══ Given records ══
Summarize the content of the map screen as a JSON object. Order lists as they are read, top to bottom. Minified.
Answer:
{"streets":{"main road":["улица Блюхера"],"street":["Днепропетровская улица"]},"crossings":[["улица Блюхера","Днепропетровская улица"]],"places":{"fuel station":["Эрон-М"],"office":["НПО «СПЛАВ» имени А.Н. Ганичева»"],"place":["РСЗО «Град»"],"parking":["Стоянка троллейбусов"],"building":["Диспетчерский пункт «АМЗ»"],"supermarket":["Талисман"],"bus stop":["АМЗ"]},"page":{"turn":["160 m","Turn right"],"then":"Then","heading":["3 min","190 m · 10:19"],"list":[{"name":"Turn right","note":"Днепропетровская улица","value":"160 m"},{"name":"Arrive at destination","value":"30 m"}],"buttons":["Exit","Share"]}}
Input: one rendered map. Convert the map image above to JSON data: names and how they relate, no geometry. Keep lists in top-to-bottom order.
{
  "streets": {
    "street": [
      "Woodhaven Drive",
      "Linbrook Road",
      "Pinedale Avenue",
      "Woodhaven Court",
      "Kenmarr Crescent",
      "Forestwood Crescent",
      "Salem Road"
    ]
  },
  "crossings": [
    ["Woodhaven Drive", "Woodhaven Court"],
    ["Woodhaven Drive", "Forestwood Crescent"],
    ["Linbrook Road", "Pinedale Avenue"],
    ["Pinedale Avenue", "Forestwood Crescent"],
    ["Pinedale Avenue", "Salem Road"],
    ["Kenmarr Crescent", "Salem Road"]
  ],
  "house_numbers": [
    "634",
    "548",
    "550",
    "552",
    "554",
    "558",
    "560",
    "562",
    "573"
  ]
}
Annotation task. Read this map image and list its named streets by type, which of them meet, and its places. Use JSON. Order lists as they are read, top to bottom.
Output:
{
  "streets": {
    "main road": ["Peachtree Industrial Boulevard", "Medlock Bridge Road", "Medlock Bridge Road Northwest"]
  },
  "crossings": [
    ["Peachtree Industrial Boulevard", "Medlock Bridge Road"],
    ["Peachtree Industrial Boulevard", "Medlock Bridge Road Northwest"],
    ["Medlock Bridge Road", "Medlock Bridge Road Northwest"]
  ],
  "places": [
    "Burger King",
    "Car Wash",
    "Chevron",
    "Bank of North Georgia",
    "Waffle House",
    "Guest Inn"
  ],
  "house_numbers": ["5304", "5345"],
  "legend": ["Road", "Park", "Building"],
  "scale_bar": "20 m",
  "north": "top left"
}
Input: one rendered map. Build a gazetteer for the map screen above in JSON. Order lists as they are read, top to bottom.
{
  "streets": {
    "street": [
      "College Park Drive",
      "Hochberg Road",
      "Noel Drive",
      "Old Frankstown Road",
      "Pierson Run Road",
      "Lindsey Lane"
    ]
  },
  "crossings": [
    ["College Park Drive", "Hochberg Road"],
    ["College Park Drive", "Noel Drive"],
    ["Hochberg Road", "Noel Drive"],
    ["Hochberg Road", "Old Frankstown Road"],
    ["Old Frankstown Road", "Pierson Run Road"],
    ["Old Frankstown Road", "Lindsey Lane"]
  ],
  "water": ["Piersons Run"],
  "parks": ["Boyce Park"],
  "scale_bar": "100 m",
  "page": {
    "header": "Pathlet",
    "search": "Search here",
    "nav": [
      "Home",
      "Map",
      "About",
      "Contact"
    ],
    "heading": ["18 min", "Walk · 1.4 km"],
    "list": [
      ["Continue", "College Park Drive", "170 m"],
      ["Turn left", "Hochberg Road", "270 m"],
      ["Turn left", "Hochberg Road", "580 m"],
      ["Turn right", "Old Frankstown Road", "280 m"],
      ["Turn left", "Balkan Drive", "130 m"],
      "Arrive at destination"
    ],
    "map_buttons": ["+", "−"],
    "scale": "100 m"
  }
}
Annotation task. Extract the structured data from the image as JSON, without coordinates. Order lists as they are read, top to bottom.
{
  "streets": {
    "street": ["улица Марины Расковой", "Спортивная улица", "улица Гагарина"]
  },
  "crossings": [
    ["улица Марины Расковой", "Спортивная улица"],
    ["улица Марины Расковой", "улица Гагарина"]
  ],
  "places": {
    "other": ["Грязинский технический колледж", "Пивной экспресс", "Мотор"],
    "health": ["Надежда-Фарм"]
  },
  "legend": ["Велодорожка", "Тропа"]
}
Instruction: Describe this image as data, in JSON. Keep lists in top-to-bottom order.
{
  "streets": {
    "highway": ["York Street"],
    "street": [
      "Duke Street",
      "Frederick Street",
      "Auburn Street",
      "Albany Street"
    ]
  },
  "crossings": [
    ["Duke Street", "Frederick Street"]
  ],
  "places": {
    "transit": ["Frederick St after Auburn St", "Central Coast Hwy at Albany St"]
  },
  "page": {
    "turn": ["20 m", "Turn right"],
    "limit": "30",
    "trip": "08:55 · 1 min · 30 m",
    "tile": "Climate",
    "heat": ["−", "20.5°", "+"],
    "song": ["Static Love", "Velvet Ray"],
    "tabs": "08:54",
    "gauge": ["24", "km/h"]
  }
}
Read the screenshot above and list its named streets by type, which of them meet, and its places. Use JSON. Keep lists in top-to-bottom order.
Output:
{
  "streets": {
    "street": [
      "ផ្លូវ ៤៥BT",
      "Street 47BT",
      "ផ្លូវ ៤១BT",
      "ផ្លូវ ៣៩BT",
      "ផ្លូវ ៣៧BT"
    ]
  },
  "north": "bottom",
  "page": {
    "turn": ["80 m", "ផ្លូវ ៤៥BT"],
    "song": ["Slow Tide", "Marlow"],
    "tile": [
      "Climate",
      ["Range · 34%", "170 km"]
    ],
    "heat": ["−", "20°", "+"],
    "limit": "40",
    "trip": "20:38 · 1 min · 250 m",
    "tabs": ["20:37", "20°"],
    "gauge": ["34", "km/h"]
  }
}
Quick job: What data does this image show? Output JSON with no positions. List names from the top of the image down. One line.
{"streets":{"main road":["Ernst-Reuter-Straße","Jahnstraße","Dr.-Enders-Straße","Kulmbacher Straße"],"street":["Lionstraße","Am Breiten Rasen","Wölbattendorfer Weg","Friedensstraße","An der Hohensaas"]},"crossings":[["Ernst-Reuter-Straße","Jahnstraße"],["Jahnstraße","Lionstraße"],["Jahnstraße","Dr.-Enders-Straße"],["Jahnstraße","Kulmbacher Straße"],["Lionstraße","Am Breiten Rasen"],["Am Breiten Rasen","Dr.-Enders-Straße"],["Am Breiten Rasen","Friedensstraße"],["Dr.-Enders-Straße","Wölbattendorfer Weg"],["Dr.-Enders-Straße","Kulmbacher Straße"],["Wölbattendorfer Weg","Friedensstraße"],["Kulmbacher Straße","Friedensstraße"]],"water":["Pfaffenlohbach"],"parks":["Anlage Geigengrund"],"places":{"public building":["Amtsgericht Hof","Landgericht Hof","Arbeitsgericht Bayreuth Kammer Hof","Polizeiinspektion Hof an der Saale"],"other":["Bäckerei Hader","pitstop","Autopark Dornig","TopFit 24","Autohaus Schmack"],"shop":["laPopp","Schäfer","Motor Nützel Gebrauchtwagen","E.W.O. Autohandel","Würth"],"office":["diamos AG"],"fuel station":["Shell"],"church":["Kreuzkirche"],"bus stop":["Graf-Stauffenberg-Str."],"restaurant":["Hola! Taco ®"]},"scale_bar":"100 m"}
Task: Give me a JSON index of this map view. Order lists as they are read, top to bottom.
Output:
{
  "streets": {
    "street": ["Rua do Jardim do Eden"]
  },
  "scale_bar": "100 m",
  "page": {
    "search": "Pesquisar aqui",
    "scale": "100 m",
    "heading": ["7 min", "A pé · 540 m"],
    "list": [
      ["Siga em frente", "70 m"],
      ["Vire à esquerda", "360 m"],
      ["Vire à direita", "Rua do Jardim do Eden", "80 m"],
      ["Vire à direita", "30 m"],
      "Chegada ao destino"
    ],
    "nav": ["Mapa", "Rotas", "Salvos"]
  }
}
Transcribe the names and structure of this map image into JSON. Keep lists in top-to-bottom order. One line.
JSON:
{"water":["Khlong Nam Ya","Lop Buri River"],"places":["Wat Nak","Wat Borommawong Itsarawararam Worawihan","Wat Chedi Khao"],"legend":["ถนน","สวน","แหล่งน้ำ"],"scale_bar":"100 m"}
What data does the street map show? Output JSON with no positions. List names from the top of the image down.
═══
- **Problem description**:
Take from the material every line that holds "them".

- **Answer for this exercise**:
Annotation task. Read this map image and list its named streets by type, which of them meet, and its places. Use JSON. Order lists as they are read, top to bottom.
Read the screenshot above and list its named streets by type, which of them meet, and its places. Use JSON. Keep lists in top-to-bottom order.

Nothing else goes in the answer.